- [RECORDED INFORMATION]:

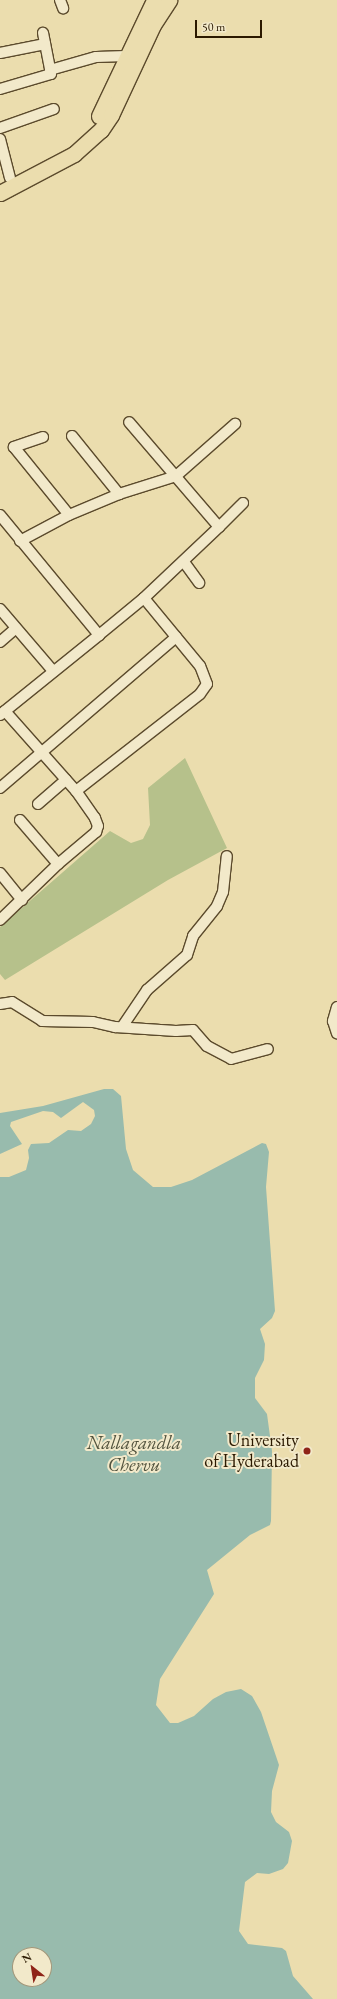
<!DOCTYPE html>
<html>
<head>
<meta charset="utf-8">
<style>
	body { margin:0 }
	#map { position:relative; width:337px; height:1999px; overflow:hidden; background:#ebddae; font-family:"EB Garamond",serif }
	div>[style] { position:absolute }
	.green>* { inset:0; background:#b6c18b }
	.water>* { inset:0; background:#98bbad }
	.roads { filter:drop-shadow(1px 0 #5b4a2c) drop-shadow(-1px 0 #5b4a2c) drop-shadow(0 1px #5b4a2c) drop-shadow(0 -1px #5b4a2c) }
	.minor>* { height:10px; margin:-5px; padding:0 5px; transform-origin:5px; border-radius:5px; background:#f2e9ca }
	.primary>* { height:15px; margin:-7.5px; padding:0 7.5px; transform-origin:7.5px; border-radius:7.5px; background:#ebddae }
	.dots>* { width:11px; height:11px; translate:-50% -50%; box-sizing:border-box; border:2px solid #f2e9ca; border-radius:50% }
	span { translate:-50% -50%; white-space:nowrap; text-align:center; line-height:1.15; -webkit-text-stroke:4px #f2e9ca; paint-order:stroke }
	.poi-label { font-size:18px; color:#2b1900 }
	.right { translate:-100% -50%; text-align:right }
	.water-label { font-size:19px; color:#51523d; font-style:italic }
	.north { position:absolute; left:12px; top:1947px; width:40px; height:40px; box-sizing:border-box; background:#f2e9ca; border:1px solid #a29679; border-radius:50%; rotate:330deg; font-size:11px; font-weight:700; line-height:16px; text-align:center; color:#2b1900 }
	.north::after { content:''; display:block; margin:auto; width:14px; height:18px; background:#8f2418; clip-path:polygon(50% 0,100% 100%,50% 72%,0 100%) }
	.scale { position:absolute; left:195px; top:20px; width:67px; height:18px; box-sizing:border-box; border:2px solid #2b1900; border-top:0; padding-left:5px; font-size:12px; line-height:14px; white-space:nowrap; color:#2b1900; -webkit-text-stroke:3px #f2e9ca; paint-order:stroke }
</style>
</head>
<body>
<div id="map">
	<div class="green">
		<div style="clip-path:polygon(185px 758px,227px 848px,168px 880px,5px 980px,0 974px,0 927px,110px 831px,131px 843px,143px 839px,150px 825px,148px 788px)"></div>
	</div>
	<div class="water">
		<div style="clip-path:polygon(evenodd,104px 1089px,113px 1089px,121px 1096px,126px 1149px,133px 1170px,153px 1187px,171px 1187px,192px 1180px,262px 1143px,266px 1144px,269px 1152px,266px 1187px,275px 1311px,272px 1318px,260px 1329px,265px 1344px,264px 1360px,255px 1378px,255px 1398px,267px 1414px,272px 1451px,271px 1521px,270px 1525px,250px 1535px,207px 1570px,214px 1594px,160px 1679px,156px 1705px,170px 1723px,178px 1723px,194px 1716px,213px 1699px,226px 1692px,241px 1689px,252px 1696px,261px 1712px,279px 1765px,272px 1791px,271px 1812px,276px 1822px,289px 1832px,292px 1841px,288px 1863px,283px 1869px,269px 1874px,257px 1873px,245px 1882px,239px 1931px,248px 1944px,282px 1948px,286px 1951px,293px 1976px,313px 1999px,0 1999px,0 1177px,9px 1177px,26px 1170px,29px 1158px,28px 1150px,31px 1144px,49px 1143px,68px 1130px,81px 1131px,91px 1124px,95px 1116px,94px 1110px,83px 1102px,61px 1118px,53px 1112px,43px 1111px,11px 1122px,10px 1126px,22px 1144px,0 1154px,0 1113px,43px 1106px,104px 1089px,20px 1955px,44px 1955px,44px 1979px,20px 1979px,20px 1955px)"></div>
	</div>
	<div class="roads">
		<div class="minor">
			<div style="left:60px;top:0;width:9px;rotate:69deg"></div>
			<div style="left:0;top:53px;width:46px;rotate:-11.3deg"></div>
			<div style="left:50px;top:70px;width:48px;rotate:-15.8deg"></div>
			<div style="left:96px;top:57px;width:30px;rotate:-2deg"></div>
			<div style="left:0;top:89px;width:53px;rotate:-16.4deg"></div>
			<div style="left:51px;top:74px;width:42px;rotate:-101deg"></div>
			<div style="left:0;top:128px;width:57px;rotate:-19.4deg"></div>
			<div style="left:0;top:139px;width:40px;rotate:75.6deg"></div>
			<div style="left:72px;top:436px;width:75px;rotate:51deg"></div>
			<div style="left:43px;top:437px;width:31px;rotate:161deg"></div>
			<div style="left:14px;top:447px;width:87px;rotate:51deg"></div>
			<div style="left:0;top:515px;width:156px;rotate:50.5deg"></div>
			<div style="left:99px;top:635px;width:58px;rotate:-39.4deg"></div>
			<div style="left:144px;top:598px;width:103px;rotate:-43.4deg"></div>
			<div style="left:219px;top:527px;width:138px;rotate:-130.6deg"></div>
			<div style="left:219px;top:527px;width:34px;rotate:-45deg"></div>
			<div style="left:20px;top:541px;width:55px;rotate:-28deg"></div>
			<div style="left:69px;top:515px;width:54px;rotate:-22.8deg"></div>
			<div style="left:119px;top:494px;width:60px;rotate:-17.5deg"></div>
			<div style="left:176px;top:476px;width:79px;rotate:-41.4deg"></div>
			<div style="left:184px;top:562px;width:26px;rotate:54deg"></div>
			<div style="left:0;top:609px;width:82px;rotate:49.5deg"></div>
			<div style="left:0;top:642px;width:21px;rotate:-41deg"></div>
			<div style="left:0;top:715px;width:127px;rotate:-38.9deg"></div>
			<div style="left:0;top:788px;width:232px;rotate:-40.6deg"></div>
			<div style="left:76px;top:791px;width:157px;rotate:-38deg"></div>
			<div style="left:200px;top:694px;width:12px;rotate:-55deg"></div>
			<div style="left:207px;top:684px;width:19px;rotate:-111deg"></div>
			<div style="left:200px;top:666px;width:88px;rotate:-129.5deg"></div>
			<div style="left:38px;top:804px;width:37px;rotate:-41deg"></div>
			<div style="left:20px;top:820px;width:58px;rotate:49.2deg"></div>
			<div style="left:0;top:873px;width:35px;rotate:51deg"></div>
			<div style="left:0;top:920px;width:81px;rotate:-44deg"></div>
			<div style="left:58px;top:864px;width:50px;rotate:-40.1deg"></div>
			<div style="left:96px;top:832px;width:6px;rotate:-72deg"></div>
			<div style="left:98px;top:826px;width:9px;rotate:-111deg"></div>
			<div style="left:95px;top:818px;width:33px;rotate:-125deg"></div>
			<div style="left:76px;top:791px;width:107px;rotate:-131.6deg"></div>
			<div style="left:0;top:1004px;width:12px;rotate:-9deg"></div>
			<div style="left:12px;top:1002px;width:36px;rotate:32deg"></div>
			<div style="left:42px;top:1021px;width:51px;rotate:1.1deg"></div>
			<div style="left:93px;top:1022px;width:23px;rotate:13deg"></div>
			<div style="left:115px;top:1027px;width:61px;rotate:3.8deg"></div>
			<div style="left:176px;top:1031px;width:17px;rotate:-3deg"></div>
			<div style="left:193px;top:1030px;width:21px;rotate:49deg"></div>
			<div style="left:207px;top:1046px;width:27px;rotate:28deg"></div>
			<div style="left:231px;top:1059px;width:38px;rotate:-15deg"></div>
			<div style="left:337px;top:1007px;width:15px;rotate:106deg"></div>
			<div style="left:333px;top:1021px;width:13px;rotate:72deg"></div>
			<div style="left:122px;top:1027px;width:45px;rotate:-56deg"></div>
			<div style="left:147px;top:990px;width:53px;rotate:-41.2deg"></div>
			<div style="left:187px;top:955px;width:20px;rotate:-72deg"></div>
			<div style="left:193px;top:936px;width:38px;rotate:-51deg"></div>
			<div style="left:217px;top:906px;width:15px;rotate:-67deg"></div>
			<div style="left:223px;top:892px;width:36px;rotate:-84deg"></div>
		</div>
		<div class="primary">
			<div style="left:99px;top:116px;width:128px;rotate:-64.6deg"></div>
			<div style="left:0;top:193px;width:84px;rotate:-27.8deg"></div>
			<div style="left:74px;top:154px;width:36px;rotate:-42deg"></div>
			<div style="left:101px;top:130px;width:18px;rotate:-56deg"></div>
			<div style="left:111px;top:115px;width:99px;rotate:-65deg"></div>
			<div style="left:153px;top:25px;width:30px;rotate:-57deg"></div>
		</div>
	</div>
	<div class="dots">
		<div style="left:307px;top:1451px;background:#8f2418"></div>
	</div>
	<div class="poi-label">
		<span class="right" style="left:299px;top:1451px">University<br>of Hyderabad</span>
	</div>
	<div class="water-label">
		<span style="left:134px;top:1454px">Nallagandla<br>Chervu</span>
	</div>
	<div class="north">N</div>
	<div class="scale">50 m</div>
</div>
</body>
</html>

- [EXERCISE DESCRIPTION]:
Each line holding "roads" in the records should be copied out.

- [RESULT FOR THIS EXERCISE]:
	.roads { filter:drop-shadow(1px 0 #5b4a2c) drop-shadow(-1px 0 #5b4a2c) drop-shadow(0 1px #5b4a2c) drop-shadow(0 -1px #5b4a2c) }
	<div class="roads">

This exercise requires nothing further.